Collected data entries
Content starts
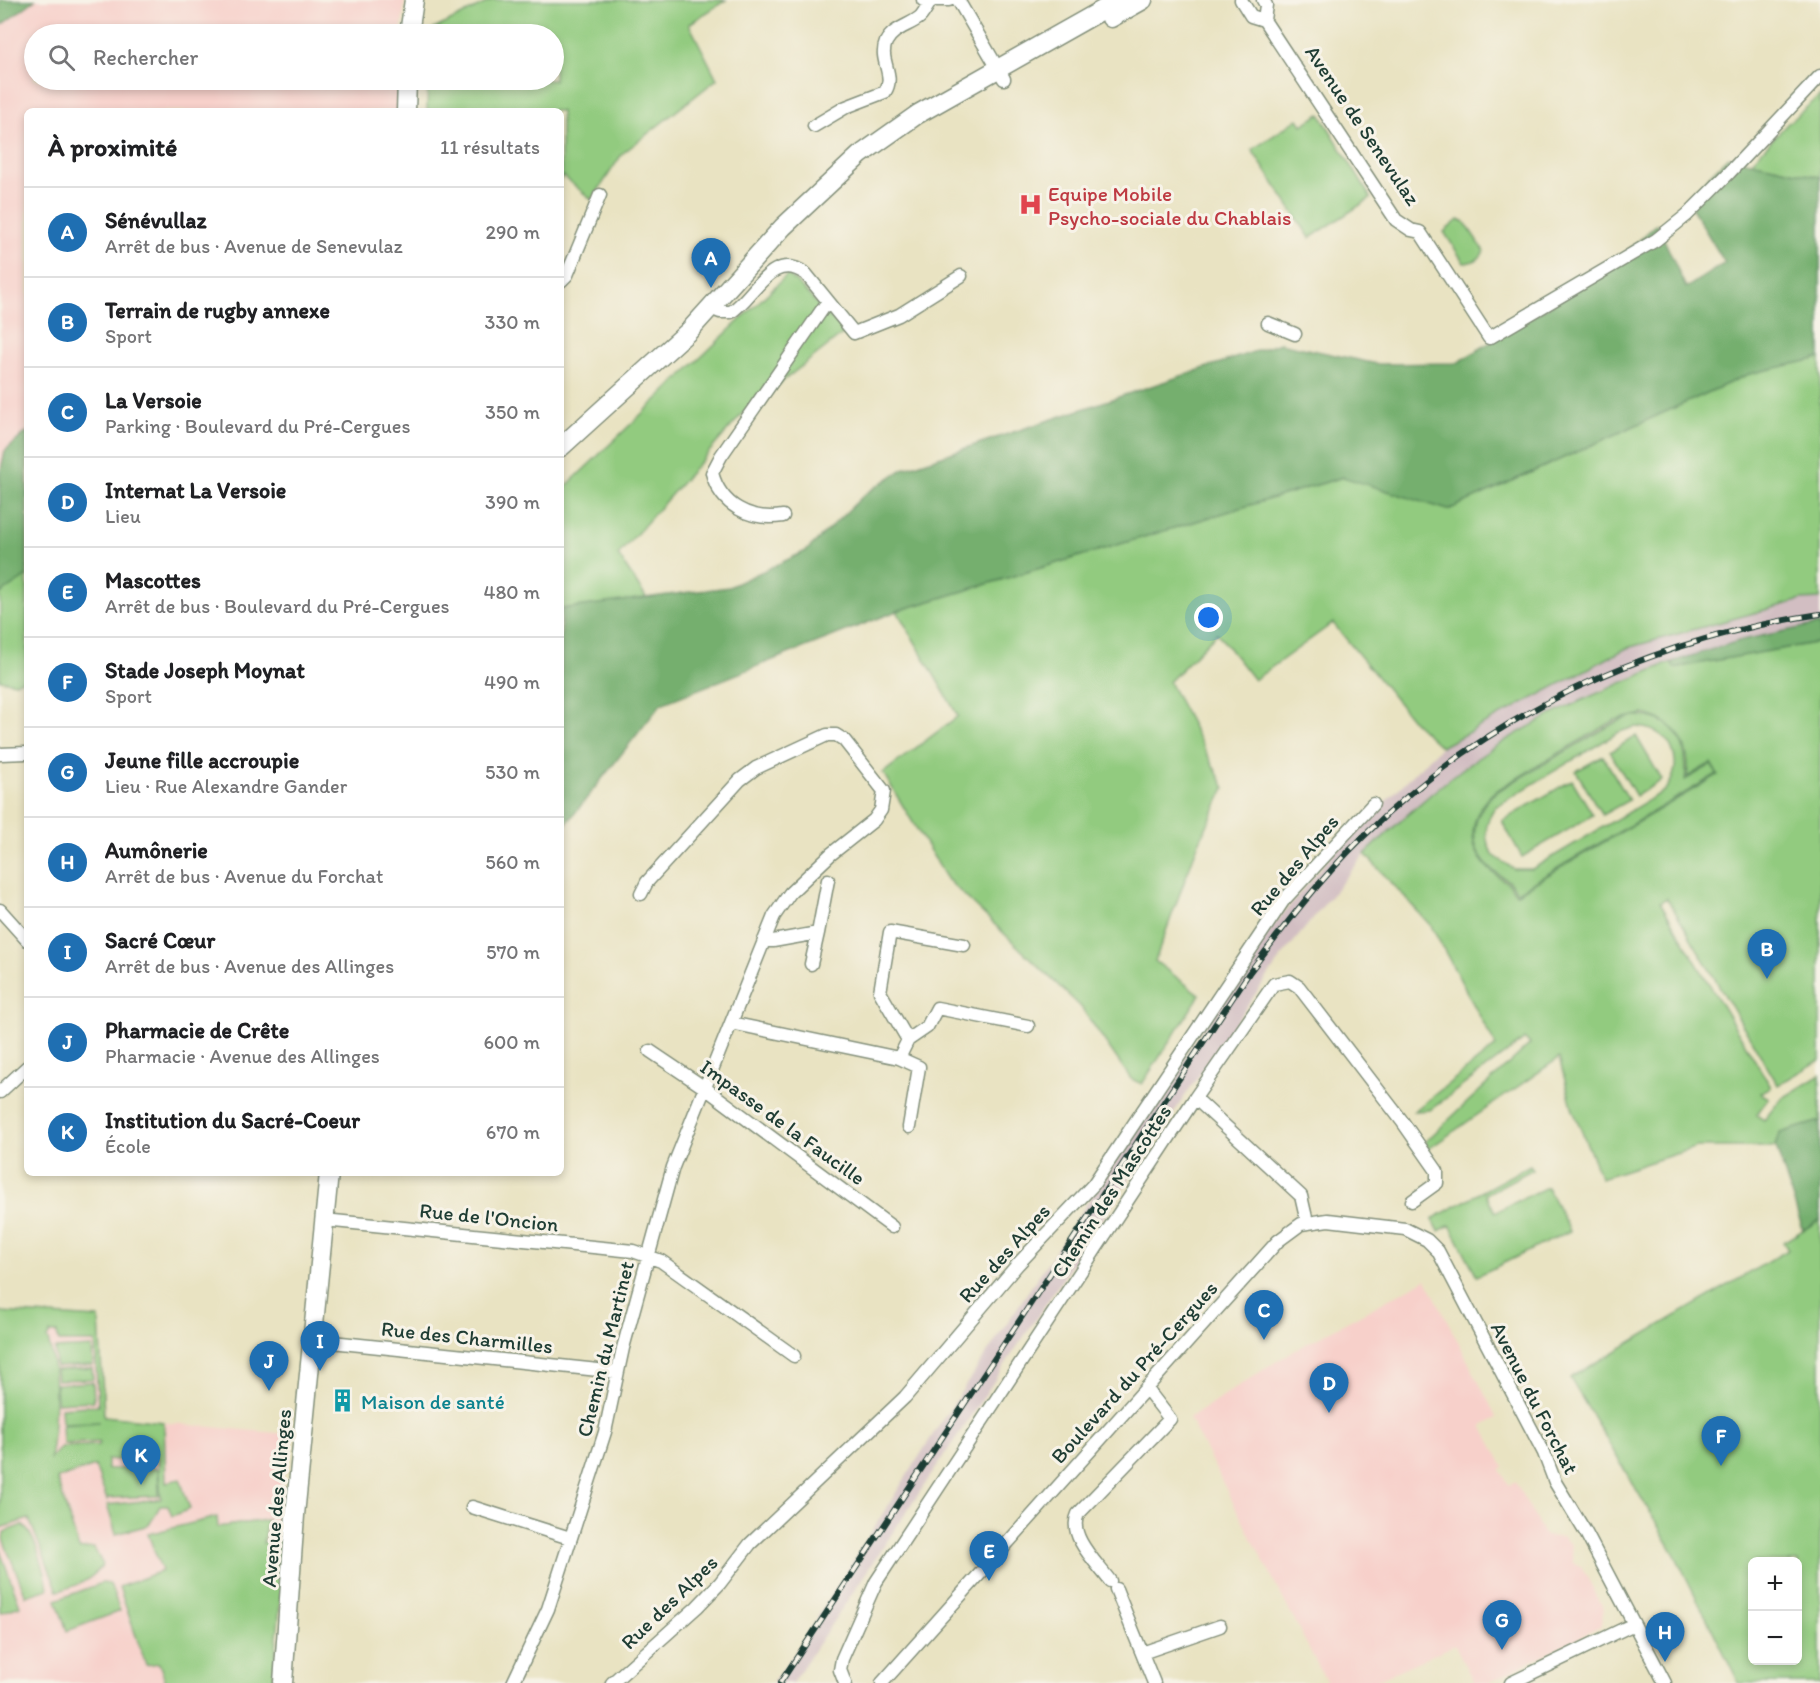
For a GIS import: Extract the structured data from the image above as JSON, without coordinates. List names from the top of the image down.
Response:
{
  "streets": {
    "main road": ["Avenue des Allinges"],
    "street": [
      "Avenue de Senevulaz",
      "Rue des Alpes",
      "Impasse de la Faucille",
      "Chemin des Mascottes",
      "Rue de l'Oncion",
      "Rue des Charmilles",
      "Chemin du Martinet",
      "Boulevard du Pré-Cergues",
      "Avenue du Forchat"
    ]
  },
  "crossings": [
    ["Impasse de la Faucille", "Chemin du Martinet"],
    ["Rue de l'Oncion", "Chemin du Martinet"],
    ["Rue de l'Oncion", "Avenue des Allinges"],
    ["Rue des Charmilles", "Chemin du Martinet"],
    ["Rue des Charmilles", "Avenue des Allinges"],
    ["Boulevard du Pré-Cergues", "Avenue du Forchat"]
  ],
  "places": {
    "hospital": ["Equipe Mobile Psycho-sociale du Chablais"],
    "building": ["Maison de santé"]
  },
  "page": {
    "search": "Rechercher",
    "heading": ["À proximité", "11 résultats"],
    "list": [
      {
        "mark": "A",
        "name": "Sénévullaz",
        "note": "Arrêt de bus · Avenue de Senevulaz",
        "value": "290 m"
      },
      {
        "mark": "B",
        "name": "Terrain de rugby annexe",
        "note": "Sport",
        "value": "330 m"
      },
      {
        "mark": "C",
        "name": "La Versoie",
        "note": "Parking · Boulevard du Pré-Cergues",
        "value": "350 m"
      },
      {
        "mark": "D",
        "name": "Internat La Versoie",
        "note": "Lieu",
        "value": "390 m"
      },
      {
        "mark": "E",
        "name": "Mascottes",
        "note": "Arrêt de bus · Boulevard du Pré-Cergues",
        "value": "480 m"
      },
      {
        "mark": "F",
        "name": "Stade Joseph Moynat",
        "note": "Sport",
        "value": "490 m"
      },
      {
        "mark": "G",
        "name": "Jeune fille accroupie",
        "note": "Lieu · Rue Alexandre Gander",
        "value": "530 m"
      },
      {
        "mark": "H",
        "name": "Aumônerie",
        "note": "Arrêt de bus · Avenue du Forchat",
        "value": "560 m"
      },
      {
        "mark": "I",
        "name": "Sacré Cœur",
        "note": "Arrêt de bus · Avenue des Allinges",
        "value": "570 m"
      },
      {
        "mark": "J",
        "name": "Pharmacie de Crête",
        "note": "Pharmacie · Avenue des Allinges",
        "value": "600 m"
      },
      {
        "mark": "K",
        "name": "Institution du Sacré-Coeur",
        "note": "École",
        "value": "670 m"
      }
    ],
    "pins": [
      "A",
      "B",
      "C",
      "I",
      "J",
      "D",
      "F",
      "K",
      "E",
      "G",
      "H"
    ],
    "map_buttons": ["+", "−"]
  }
}
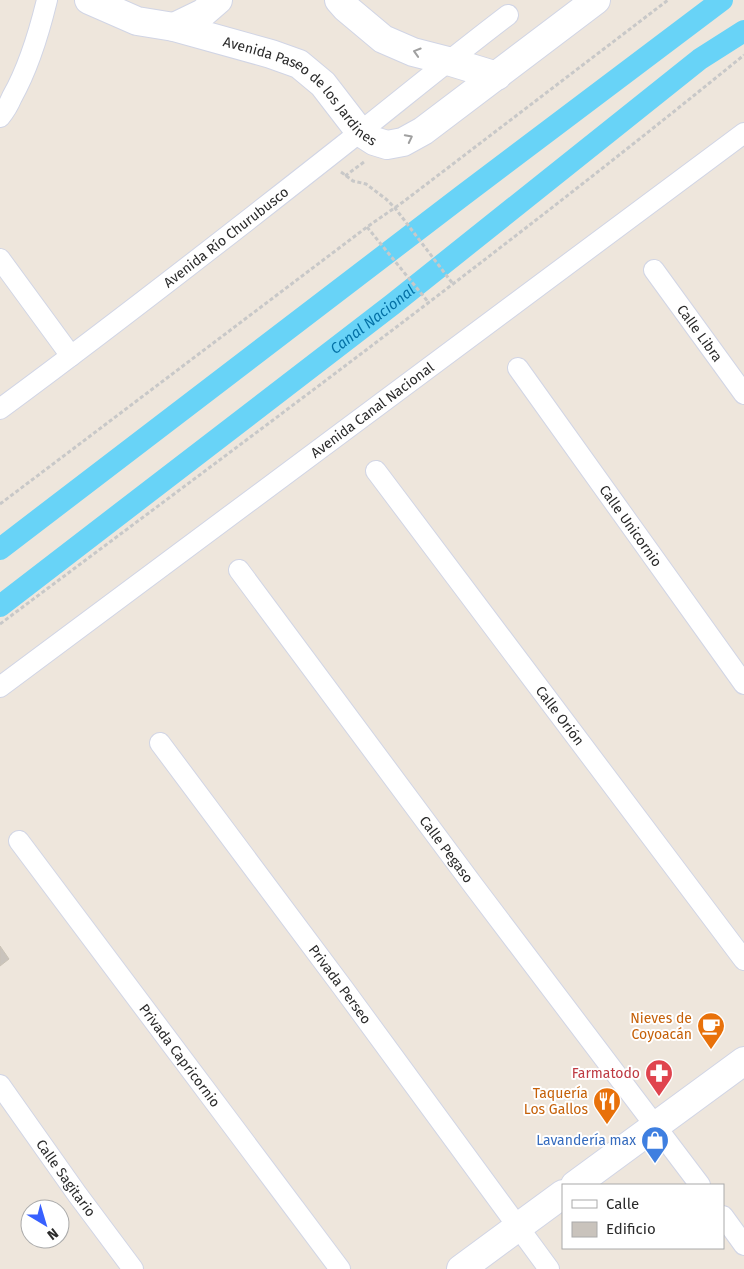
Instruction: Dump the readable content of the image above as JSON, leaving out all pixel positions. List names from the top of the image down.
{
  "streets": {
    "street": [
      "Avenida Paseo de los Jardines",
      "Avenida Río Churubusco",
      "Calle Libra",
      "Avenida Canal Nacional",
      "Calle Unicornio",
      "Calle Orión",
      "Calle Pegaso",
      "Privada Perseo",
      "Privada Capricornio",
      "Calle Sagitario"
    ]
  },
  "crossings": [
    ["Avenida Paseo de los Jardines", "Avenida Río Churubusco"]
  ],
  "water": ["Canal Nacional"],
  "places": {
    "cafe": ["Nieves de Coyoacán"],
    "pharmacy": ["Farmatodo"],
    "restaurant": ["Taquería Los Gallos"],
    "shop": ["Lavandería max"]
  },
  "legend": ["Calle", "Edificio"],
  "north": "bottom right"
}
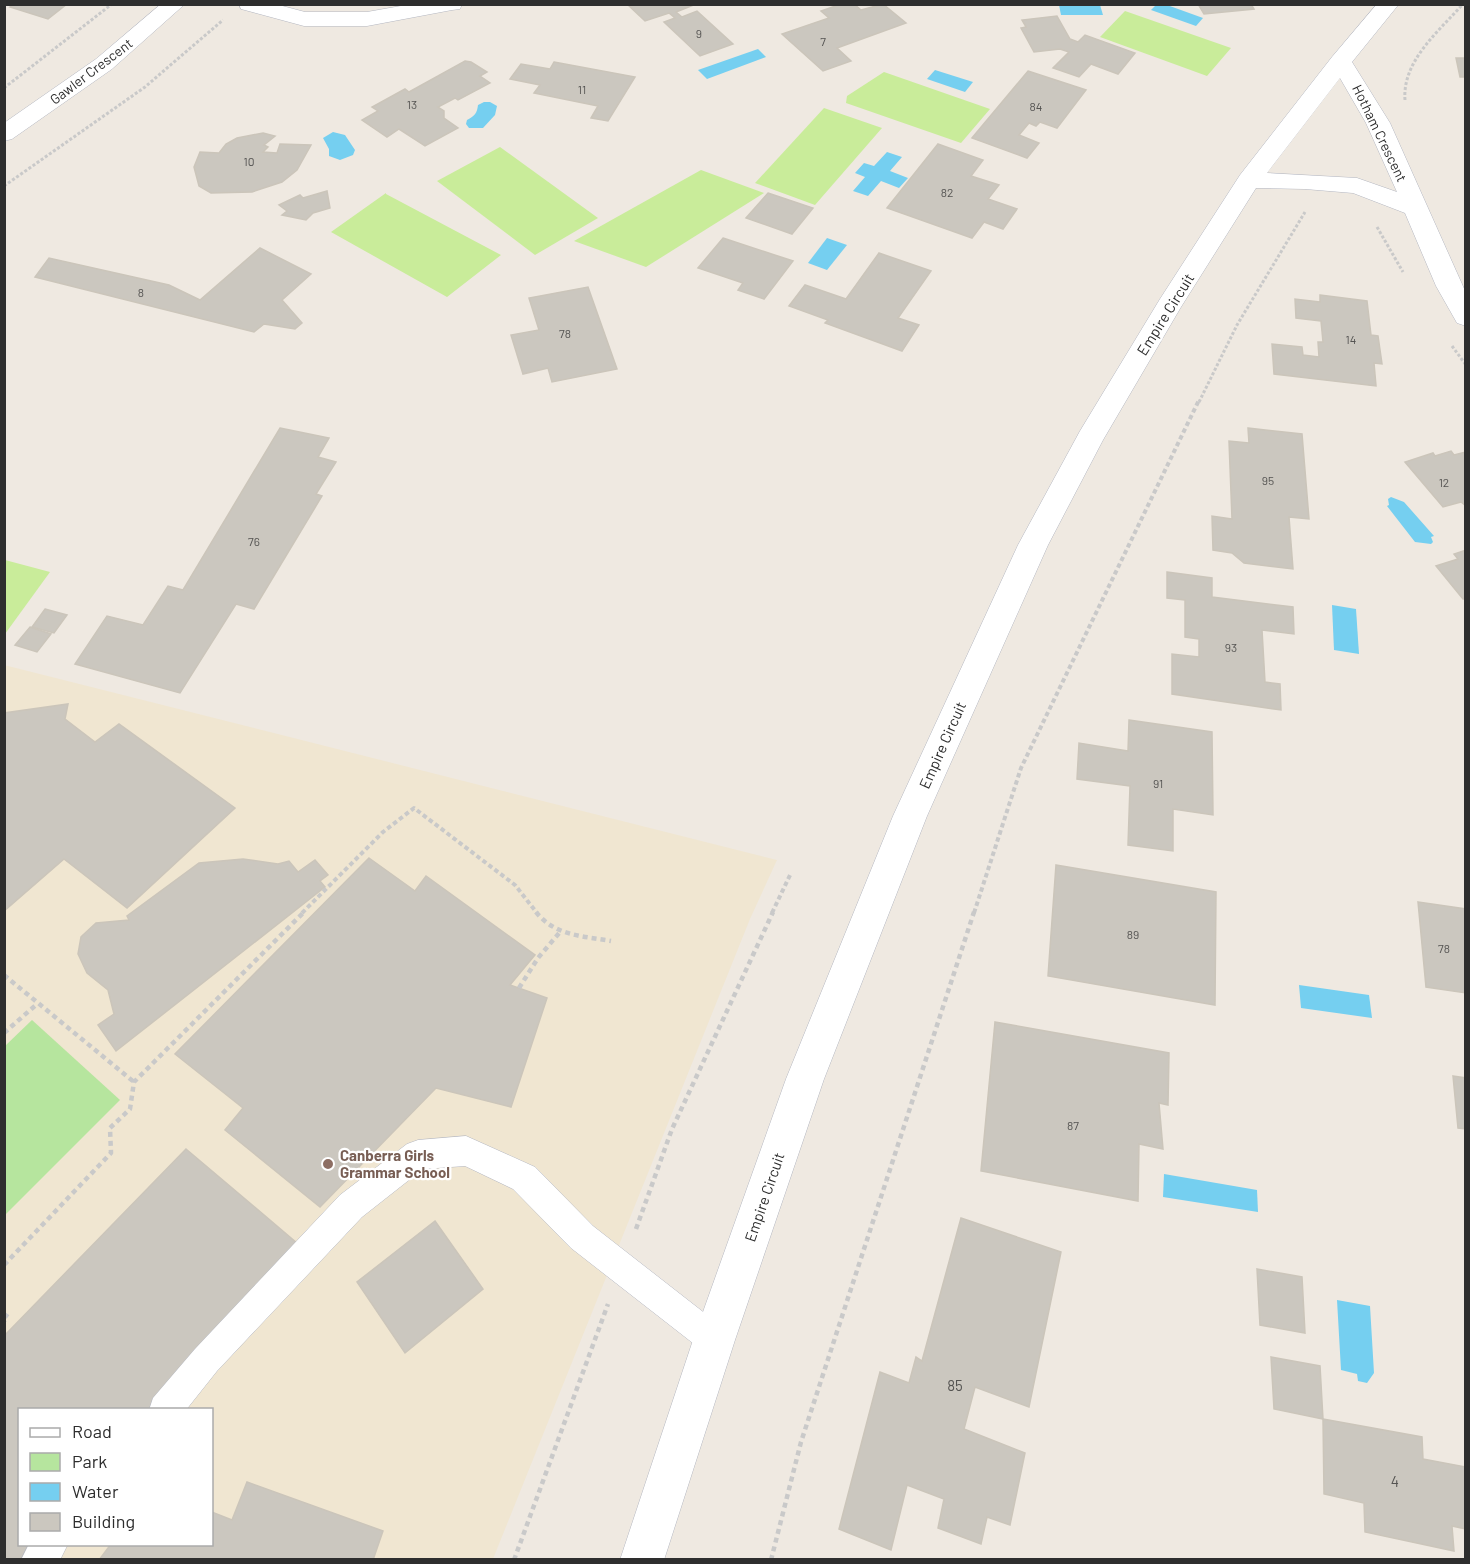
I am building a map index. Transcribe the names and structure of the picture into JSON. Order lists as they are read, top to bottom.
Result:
{
  "streets": {
    "street": ["Gawler Crescent", "Hotham Crescent", "Empire Circuit"]
  },
  "crossings": [
    ["Hotham Crescent", "Empire Circuit"]
  ],
  "places": ["Canberra Girls Grammar School"],
  "house_numbers": [
    "9",
    "7",
    "11",
    "13",
    "84",
    "10",
    "82",
    "8",
    "78",
    "14",
    "95",
    "12",
    "76",
    "93",
    "91",
    "89",
    "78",
    "87",
    "85",
    "4"
  ],
  "legend": [
    "Road",
    "Park",
    "Water",
    "Building"
  ]
}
Content ends
Find the word "Chemin" in the records, and report each line that has it.

Task response:
      "Chemin des Mascottes",
      "Chemin du Martinet",
    ["Impasse de la Faucille", "Chemin du Martinet"],
    ["Rue de l'Oncion", "Chemin du Martinet"],
    ["Rue des Charmilles", "Chemin du Martinet"],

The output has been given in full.